Since the tires are what actually touch the ground, we start there and work our way up to the steering and suspension components. We inspect and tighten all of our control arm mounts, tie-rod ends, ball joints, steering columns, track bar mounts—anything that attaches the frame to the suspension and steering—to proper torque specifications. Shocks and springs are next, and anything that looks questionable gets replaced. Air filters (don’t forget cabin air filters), oil filters, differential fluid, transmission fluid, transfer case fluid, are all checked and cleaned, topped off, or replaced.

What will your Jeep have to endure for 1,000 miles of desert?

Finally, we look at what additional equipment will be needed for self-sufficiency. On the Rebelle Rally, teams can have mechanical or recovery assistance with the push of a button, but they pay for it in penalties, so it’s good to be as self-sufficient as possible. Recovery devices such as traction boards, kinetic rope, and appropriate screw-pin bow shackles and soft shackles are a must-have. The factory Wrangler jack can be used to lift the axle high enough to change a flat or get the vehicle unstuck from many high-centered situations. We don’t provide Hi-Lift jacks, but we recommend that participants carry one if they know how to use it properly and safely. The same goes for winches.

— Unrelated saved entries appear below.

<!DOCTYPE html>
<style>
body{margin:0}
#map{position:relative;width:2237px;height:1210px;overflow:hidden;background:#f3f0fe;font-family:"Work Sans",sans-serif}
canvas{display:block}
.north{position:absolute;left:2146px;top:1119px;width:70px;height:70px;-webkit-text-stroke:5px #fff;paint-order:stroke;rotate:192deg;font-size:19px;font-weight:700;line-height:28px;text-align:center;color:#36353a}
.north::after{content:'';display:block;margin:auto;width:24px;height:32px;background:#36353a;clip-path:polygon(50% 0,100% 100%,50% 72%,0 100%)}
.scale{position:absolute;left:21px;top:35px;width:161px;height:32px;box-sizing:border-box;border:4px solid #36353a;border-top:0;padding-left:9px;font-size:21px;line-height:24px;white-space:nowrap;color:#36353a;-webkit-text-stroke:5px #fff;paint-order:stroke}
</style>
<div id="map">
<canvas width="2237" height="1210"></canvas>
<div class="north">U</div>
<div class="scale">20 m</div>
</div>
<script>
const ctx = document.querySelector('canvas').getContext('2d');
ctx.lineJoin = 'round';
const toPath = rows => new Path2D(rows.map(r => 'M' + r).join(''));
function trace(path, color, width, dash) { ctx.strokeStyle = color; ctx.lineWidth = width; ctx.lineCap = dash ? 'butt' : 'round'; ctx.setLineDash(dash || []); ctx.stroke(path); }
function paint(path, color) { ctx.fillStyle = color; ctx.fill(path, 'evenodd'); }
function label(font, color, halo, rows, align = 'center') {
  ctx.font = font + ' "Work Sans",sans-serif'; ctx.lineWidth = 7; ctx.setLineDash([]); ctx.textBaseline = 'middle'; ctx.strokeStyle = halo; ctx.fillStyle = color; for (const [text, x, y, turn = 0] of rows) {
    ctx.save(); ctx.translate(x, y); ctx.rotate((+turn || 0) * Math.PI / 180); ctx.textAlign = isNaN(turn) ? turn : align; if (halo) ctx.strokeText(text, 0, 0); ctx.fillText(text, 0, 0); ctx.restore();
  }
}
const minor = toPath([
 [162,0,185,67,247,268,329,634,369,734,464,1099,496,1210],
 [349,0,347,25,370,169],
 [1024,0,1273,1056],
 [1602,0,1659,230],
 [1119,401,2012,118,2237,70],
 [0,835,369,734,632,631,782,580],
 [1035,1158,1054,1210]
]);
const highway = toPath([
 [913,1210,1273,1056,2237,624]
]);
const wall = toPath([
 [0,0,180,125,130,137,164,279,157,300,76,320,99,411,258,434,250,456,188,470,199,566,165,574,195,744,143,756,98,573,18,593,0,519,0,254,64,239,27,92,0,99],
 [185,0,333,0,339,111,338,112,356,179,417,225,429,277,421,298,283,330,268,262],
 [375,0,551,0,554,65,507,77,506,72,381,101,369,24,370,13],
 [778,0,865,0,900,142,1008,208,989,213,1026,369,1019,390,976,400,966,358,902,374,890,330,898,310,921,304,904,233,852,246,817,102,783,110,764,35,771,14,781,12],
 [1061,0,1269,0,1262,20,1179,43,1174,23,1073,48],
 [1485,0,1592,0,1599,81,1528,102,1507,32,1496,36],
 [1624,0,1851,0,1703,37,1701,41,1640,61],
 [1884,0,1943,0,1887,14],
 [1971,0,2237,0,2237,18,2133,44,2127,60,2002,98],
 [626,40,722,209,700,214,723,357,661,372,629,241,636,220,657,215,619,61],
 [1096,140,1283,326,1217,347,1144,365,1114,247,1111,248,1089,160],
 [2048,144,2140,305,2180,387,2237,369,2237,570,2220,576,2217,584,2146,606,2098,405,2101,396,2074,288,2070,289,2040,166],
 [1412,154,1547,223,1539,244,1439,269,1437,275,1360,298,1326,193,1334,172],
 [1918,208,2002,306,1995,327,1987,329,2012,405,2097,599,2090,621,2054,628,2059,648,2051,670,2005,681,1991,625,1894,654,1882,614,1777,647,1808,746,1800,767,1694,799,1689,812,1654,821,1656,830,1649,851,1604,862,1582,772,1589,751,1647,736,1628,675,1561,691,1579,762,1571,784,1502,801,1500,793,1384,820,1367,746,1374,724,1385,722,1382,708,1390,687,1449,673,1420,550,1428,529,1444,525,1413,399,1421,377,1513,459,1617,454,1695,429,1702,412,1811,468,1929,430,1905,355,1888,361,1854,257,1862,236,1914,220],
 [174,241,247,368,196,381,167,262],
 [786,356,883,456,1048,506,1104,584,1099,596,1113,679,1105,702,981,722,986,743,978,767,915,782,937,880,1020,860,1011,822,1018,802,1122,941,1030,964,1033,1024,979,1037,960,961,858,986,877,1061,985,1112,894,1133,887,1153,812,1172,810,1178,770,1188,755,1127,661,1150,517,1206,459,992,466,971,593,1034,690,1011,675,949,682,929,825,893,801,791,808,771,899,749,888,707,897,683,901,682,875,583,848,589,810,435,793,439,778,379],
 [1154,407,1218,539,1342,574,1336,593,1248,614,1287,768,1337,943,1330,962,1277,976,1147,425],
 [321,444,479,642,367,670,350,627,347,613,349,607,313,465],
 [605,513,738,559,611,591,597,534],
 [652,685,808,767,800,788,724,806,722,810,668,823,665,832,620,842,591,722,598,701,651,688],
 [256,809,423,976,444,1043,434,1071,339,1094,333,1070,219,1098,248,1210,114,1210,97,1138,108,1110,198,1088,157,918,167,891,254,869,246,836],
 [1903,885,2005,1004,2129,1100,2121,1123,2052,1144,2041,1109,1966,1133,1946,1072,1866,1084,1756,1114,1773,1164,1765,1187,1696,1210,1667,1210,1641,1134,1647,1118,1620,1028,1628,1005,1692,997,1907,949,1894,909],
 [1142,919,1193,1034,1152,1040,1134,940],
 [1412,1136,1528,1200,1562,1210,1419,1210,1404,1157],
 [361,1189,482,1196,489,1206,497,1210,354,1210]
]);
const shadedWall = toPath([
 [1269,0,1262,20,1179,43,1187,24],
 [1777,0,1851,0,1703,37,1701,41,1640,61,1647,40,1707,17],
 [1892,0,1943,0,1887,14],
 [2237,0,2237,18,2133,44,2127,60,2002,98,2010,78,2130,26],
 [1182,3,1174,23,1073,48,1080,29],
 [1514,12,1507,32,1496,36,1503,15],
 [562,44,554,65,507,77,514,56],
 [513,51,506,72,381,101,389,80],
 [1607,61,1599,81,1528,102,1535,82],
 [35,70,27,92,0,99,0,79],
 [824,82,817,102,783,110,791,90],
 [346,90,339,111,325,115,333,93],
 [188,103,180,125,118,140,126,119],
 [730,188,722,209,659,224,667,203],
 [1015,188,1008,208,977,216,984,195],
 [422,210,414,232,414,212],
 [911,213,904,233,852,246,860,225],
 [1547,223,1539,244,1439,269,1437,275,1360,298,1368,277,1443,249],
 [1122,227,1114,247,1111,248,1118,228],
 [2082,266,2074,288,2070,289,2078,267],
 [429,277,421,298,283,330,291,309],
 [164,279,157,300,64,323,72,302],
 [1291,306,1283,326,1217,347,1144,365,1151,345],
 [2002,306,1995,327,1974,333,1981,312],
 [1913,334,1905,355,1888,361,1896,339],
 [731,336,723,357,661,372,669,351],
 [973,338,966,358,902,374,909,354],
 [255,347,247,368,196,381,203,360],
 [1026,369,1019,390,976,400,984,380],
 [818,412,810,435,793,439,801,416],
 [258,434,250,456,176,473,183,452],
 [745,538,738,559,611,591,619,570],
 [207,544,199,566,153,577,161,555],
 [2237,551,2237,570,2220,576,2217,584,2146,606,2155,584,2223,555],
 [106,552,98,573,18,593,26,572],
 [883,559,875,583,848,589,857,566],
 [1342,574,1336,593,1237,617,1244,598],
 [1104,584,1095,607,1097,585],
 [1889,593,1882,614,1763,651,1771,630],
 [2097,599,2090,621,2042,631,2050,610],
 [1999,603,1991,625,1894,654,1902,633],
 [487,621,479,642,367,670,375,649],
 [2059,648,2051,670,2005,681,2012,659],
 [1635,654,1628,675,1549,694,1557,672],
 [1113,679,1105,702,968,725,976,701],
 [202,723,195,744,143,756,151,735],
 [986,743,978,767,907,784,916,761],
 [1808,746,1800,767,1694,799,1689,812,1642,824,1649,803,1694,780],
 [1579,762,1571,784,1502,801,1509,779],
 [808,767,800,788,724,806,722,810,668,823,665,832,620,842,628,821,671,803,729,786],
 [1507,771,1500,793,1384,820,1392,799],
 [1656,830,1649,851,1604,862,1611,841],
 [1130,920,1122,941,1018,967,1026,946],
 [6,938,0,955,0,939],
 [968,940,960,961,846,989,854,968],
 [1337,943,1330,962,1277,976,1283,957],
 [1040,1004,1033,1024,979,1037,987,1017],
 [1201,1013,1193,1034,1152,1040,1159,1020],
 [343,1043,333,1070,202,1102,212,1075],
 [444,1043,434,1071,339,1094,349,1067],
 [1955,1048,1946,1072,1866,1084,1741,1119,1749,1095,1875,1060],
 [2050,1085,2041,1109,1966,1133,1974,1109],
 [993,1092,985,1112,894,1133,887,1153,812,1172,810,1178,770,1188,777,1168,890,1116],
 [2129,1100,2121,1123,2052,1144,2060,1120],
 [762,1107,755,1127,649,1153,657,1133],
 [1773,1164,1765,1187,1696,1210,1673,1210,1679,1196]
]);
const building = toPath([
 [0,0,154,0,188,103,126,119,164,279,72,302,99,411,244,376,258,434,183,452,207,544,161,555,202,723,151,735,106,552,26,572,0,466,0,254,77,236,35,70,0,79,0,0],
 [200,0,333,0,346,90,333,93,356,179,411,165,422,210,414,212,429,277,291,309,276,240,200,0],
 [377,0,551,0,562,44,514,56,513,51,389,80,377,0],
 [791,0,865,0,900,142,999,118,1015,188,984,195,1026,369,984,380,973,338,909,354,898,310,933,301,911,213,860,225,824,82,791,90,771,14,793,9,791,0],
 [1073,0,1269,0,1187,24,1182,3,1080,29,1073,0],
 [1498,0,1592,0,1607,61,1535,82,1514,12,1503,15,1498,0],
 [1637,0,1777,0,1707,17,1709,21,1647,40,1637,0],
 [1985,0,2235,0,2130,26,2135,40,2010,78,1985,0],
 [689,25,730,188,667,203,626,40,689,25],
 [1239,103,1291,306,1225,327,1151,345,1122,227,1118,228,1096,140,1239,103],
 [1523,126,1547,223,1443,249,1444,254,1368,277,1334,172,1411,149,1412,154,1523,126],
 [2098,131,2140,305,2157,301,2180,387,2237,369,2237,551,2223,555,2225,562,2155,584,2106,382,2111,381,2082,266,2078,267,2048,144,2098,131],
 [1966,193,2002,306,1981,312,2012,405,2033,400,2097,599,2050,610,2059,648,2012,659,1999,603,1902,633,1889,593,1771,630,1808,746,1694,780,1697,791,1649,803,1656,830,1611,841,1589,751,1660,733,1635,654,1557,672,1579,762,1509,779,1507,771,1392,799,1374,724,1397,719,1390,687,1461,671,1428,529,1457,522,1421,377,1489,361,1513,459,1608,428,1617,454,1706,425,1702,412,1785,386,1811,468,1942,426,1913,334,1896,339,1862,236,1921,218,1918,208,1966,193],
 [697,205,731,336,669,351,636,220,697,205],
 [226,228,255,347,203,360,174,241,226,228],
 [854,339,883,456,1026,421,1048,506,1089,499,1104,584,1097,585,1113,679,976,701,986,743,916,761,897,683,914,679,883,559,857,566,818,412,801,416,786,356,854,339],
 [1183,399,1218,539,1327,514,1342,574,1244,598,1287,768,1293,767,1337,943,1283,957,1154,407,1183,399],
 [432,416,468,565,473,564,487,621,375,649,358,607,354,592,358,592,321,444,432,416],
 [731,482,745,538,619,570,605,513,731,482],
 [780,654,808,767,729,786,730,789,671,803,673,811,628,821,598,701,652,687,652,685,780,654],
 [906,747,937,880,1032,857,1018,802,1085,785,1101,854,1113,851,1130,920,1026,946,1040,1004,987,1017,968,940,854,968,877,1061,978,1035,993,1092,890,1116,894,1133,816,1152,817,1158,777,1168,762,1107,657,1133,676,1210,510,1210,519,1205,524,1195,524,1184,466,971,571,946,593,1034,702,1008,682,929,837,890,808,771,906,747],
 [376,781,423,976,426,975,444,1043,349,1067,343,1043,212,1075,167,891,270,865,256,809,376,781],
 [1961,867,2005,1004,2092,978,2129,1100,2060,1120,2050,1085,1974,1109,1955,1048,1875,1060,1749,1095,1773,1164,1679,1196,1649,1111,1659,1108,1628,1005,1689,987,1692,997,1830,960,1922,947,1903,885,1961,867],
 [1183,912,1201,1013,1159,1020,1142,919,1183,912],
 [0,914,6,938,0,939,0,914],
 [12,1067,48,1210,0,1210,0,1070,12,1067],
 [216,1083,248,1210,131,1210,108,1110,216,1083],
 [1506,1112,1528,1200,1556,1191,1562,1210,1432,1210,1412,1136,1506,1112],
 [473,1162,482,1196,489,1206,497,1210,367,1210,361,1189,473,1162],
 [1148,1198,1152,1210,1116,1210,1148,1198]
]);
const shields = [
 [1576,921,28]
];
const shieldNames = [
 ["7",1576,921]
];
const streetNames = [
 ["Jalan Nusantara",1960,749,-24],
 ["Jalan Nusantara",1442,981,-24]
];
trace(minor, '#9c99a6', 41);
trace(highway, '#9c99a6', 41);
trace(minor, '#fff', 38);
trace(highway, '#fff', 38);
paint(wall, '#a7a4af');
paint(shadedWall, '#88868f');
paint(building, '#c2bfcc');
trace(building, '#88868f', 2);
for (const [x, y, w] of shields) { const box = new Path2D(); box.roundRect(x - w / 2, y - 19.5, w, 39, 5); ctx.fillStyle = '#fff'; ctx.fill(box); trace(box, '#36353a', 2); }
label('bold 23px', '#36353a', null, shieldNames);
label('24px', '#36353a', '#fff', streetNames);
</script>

Beyond the minimum vehicle basics, you should think about what specific spare parts might be needed for your rig, as well as how to change them out in the field when you’re tired and hungry, at night, in the rain. Truly, the most difficult challenge of any long-distance trek like the Rebelle Rally is overcoming the mental and physical fatigue to make smart navigation and driving decisions for 10 hours a day, many days in a row.

Off-road use can wear your tires three times faster than normal pavement driving. Given that figure, do you have enough tread life left to finish the trip?

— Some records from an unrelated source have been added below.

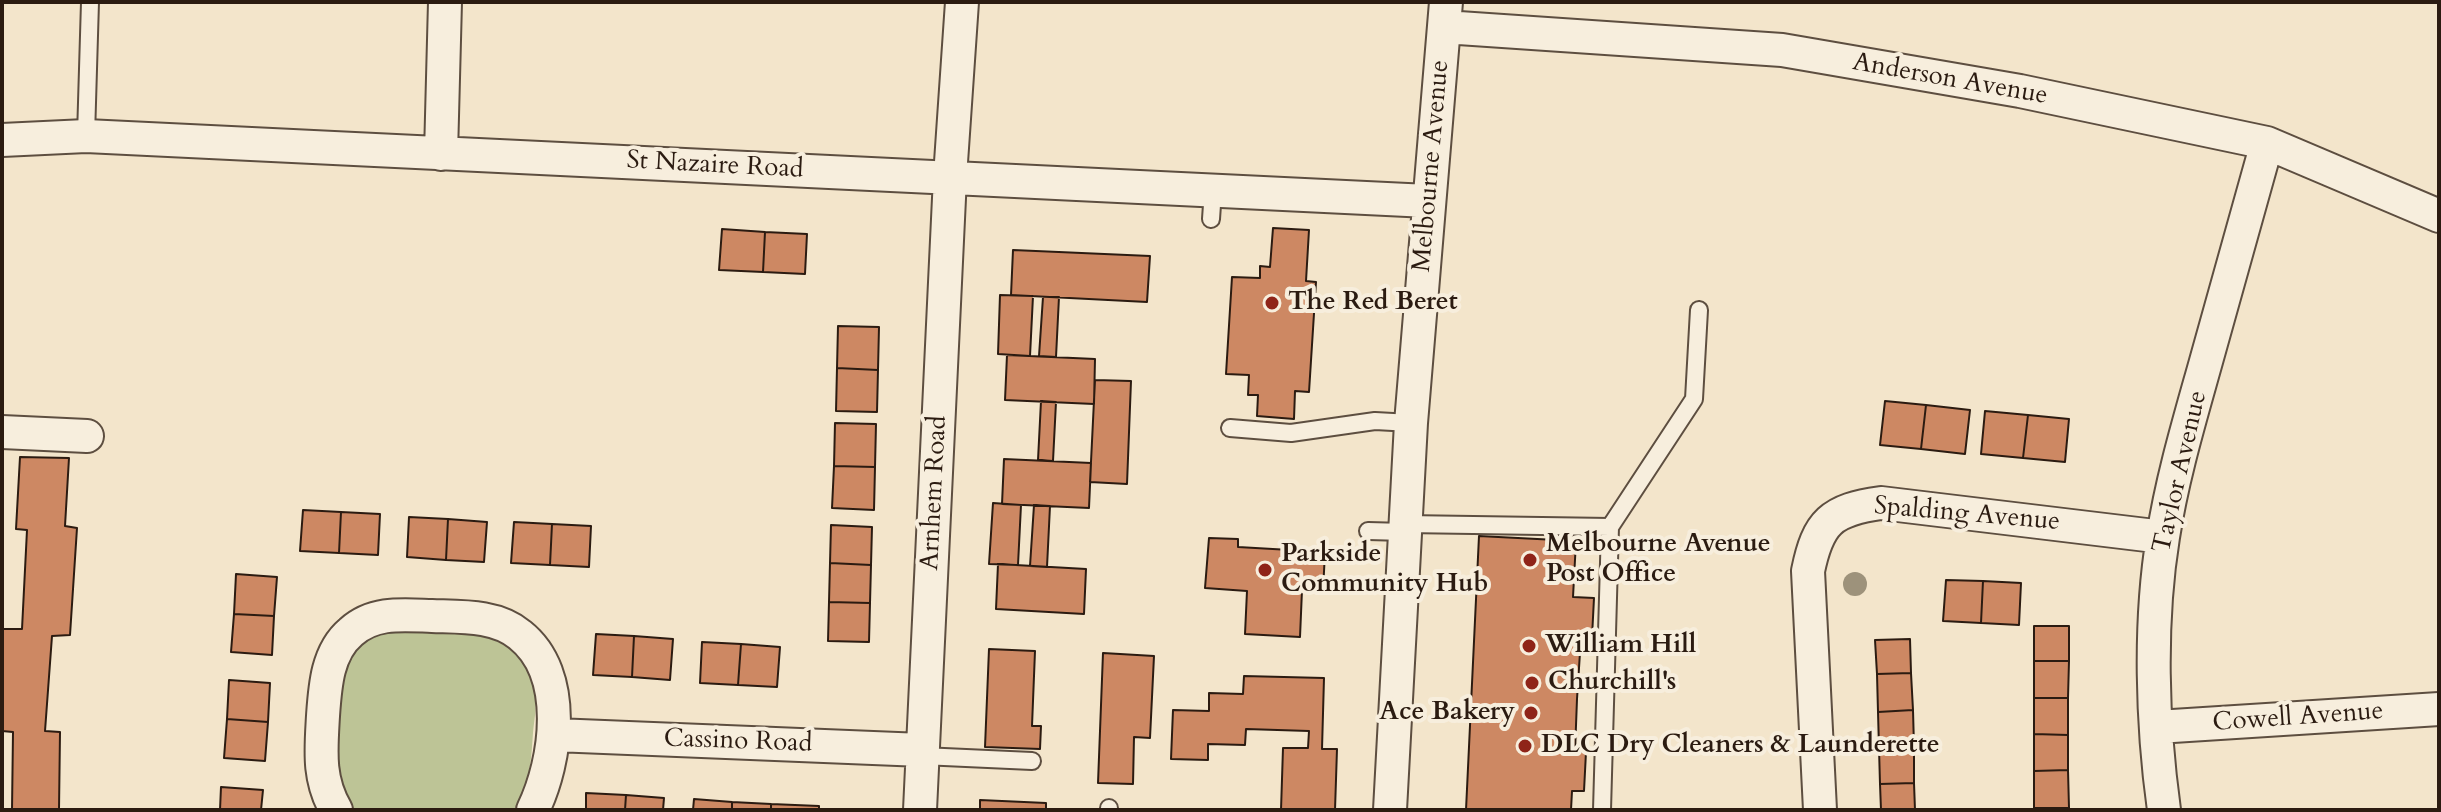 <!DOCTYPE html>
<style>
body{margin:0}
#map{position:relative;width:2441px;height:812px;overflow:hidden;background:#f3e5cb;font-family:Cardo,serif}
canvas{display:block}
.frame{position:absolute;inset:0;border:4px solid #2b1b11;pointer-events:none}
</style>
<div id="map">
<canvas width="2441" height="812"></canvas>
<div class="frame"></div>
</div>
<script>
const ctx = document.querySelector('canvas').getContext('2d');
ctx.lineJoin = 'round';
function paint(path, color) { ctx.fillStyle = color; ctx.fill(path, 'evenodd'); }
function trace(path, color, width, dash) { ctx.strokeStyle = color; ctx.lineWidth = width; ctx.lineCap = dash ? 'butt' : 'round'; ctx.setLineDash(dash || []); ctx.stroke(path); }
function write(font, color, halo, rows, align = 'center') {
  ctx.font = font + ' Cardo,serif'; ctx.lineWidth = 8; ctx.setLineDash([]); ctx.textBaseline = 'middle'; ctx.strokeStyle = halo; ctx.fillStyle = color; for (const [text, x, y, turn = 0] of rows) {
    ctx.save(); ctx.translate(x, y); ctx.rotate((+turn || 0) * Math.PI / 180); ctx.textAlign = isNaN(turn) ? turn : align; if (halo) ctx.strokeText(text, 0, 0); ctx.fillText(text, 0, 0); ctx.restore();
  }
}
paint(new Path2D(`
 M400,632C455,633 525,623 535,696C537,707 534,721 533,733C531,762 530,785 514,810H355L344,796L334,764L339,683L353,652L366,641L382,634Z`), '#bdc496');
const building = new Path2D(`
 M1273,228L1309,230L1306,281L1316,282L1309,392L1295,391L1294,419L1257,416L1258,395H1248L1249,375L1226,374L1232,277L1260,278V266L1270,267Z
 M722,229L765,232L763,272L719,270Z
 M765,232L807,234L805,274L763,272Z
 M1013,250L1150,256L1147,302L1011,295Z
 M1000,295L1033,296L1030,356L998,354Z
 M1043,297H1059L1056,357L1039,356Z
 M838,326L879,327L878,370L837,368Z
 M1007,355L1095,359L1094,404L1005,400Z
 M837,368L878,370L877,412L836,411Z
 M1095,380L1131,381L1127,484L1090,482Z
 M1041,401L1056,402L1053,461L1038,460Z
 M1885,401L1926,405L1921,449L1880,445Z
 M1926,405L1970,410L1965,454L1921,449Z
 M1985,411L2028,415L2023,458L1981,454Z
 M2028,415L2069,419L2065,462L2023,458Z
 M835,423L876,424L875,467L834,466Z
 M20,457L69,458L65,526L77,528L70,635L52,636L45,731L60,732L59,810H12L13,732L2,731L3,629H22L27,530L16,529Z
 M1004,459L1091,463L1089,508L1002,504Z
 M834,466L875,467L874,510L832,508Z
 M993,503L1021,505L1018,565L989,564Z
 M1034,505L1050,506L1047,567L1030,566Z
 M303,510L341,512L339,553L300,551Z
 M341,512L380,514L378,555L339,553Z
 M409,517L448,519L446,560L407,557Z
 M448,519L487,522L484,562L446,560Z
 M514,522L552,524L550,565L511,563Z
 M552,524L591,526L589,567L550,565Z
 M831,525L872,527L871,565L830,563Z
 M1479,536L1576,541L1573,597L1594,598L1592,637H1581L1577,699L1575,752H1586L1584,791H1572L1571,810H1466Z
 M1209,538L1238,539V547L1325,552L1323,591L1302,590L1300,637L1245,634L1247,591L1205,588Z
 M830,563L871,565L870,603L829,602Z
 M998,564L1086,569L1084,614L996,609Z
 M236,574L277,577L274,616L234,614Z
 M1946,580L1983,581L1981,623L1943,621Z
 M1983,581L2021,583L2019,625L1981,623Z
 M829,602L870,603L869,642L828,641Z
 M234,614L274,616L272,655L231,652Z
 M2034,626H2069V661H2034Z
 M596,634L634,636L632,677L593,675Z
 M634,636L673,639L670,680L632,677Z
 M1910,639L1911,673L1877,674L1875,640Z
 M702,642L741,644L738,685L700,683Z
 M741,644L780,647L777,687L738,685Z
 M989,649L1035,651L1032,726H1041L1040,749L985,747Z
 M1103,653L1154,656L1150,738L1134,737L1133,784L1098,783Z
 M2034,661H2069L2068,698H2034Z
 M1911,673L1913,710L1878,712L1877,674Z
 M1244,676L1324,678L1322,749H1337L1335,810H1281L1283,748H1308L1309,731L1246,729L1245,745L1208,744V760L1171,759L1173,710L1209,711V693L1243,694Z
 M229,680L270,683L268,722L227,719Z
 M2034,698H2068V735L2034,734Z
 M1913,710L1914,747L1879,748L1878,712Z
 M227,719L268,722L265,761L224,758Z
 M2034,734L2068,735V770L2034,771Z
 M1914,747V783L1880,784L1879,748Z
 M2068,770L2069,808H2034V771Z
 M1914,783L1915,810H1881L1880,784Z
 M221,787L263,790L261,810H220Z
 M586,793L626,795L625,810H586Z
 M626,795L664,798L663,810H625Z
 M694,799L732,802V810H693Z
 M980,800L1046,803V810H980Z
 M732,802L771,804V810H732Z
 M771,804L819,806V810H771Z
 M2034,808H2069L2068,810H2034Z`);
paint(building, '#cd8863');
trace(building, '#2b1b11', 2);
const lane = new Path2D(`
 M86,136L90,2
 M1211,219L1213,190
 M1230,428L1291,433L1375,421L1411,423
 M1405,524L1610,527L1602,810
 M1610,527L1694,399L1699,310
 M1368,531L1405,532
 M922,756L1032,761
 M1109,810V808`);
const street = new Path2D(`
 M1444,27L1782,50L2020,91L2267,143L2439,216
 M2,140L86,136L1428,201
 M441,154L445,2
 M2,432L87,436
 M2157,727L2439,709
 M555,735L922,750
 M336,810C318,779 321,751 323,716C325,687 327,652 351,632C374,611 404,615 432,616C461,617 496,615 520,635C569,674 557,760 533,810
 M920,810L950,177L962,2
 M1390,810L1411,423L1446,2
 M1820,810L1808,571C1818,522 1831,510 1881,503L2163,537
 M2164,810C2152,724 2149,623 2163,537C2172,479 2189,422 2205,365C2226,291 2247,217 2267,143`);
trace(lane, '#5d4e40', 20);
trace(street, '#5d4e40', 36);
trace(lane, '#f7eedd', 16);
trace(street, '#f7eedd', 32);
ctx.fillStyle = '#9d927b';
for (const [x, y] of [
 [1855,584]
]) { ctx.beginPath(); ctx.arc(x, y, 12, 0, 2 * Math.PI); ctx.fill(); }
for (const [x, y, r, color] of [
 [1272,303,8,"#8f2418"],
 [1530,560,8,"#8f2418"],
 [1265,570,8,"#8f2418"],
 [1529,646,8,"#8f2418"],
 [1532,683,8,"#8f2418"],
 [1531,713,8,"#8f2418"],
 [1525,746,8,"#8f2418"]
]) { const dot = new Path2D(); dot.arc(x, y, r, 0, 2 * Math.PI); ctx.fillStyle = color; ctx.fill(dot); trace(dot, '#f7eedd', 3); }
write('26px', '#2b1b11', '#f7eedd', [
 ["Anderson Avenue",1950,80,10],
 ["St Nazaire Road",715,166,3],
 ["Melbourne Avenue",1432,166,-85],
 ["Taylor Avenue",2181,472,-77],
 ["Arnhem Road",935,493,-87],
 ["Spalding Avenue",1967,515,5],
 ["Cowell Avenue",2298,718,-4],
 ["Cassino Road",738,742,2]
]);
write('bold 26px', '#2b1b11', '#f7eedd', [
 ["The Red Beret",1288,303],
 ["Melbourne Avenue",1546,545],
 ["Post Office",1546,575],
 ["Parkside",1281,555],
 ["Community Hub",1281,585],
 ["William Hill",1545,646],
 ["Churchill's",1548,683],
 ["Ace Bakery",1515,713,"right"],
 ["DLC Dry Cleaners & Launderette",1541,746]
], 'left');
</script>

How old are your tires? The date is the last four digits, “1517” in this case, which means this tire was produced in the fifteenth week of the year 2017. In our dry environment, and in our commercial world, we don’t like to see a tire that is more than 3 years old.

Extra front lower control arm skidplates are cheap and easy insurance against unforgiving desert rocks.

Don’t just look at all of your bolts; torque them with a wrench. Sometimes things don’t appear loose, but a mere quarter-turn can make a difference. Also, have a friend turn the steering wheel back and forth while you observe the bushing movement on track bars, control arms, and all steering components.

Air filter, cabin air filter, and oil filters should be clean to start a long trip. We often shake or blow out air filters mid-trip, too.

This road doesn’t look that tough, but do this for 30 miles and then carefully feel your shocks. The constant vibration is friction that can cook weak shocks to death. Make sure your shocks are large enough capacity for your Jeep, and that they are in good shape before you leave.

These are the basic items that we stock every Rebelle Rally Jeep with, and this is part of a larger kit that goes in every guide Jeep.

Traction boards such as these Maxtrax are invaluable in any soft surface¬—sand, mud, snow, or cinders. Make sure you have at least one traction board.

Some of our JKs out on the Rebelle Rally in 2016. Photo by Paolo Baraldi, courtesy of Rebelle Rally.

We had seven of our JLs compete in the 2018 Rebelle Rally. They all finished, AND finished with nothing more than one blown shock.

My white JL, Juliet, won first place in the 2018 rally, under the expert driving and navigating skills of Michelle LaFramboise and Elise Racette of Canada.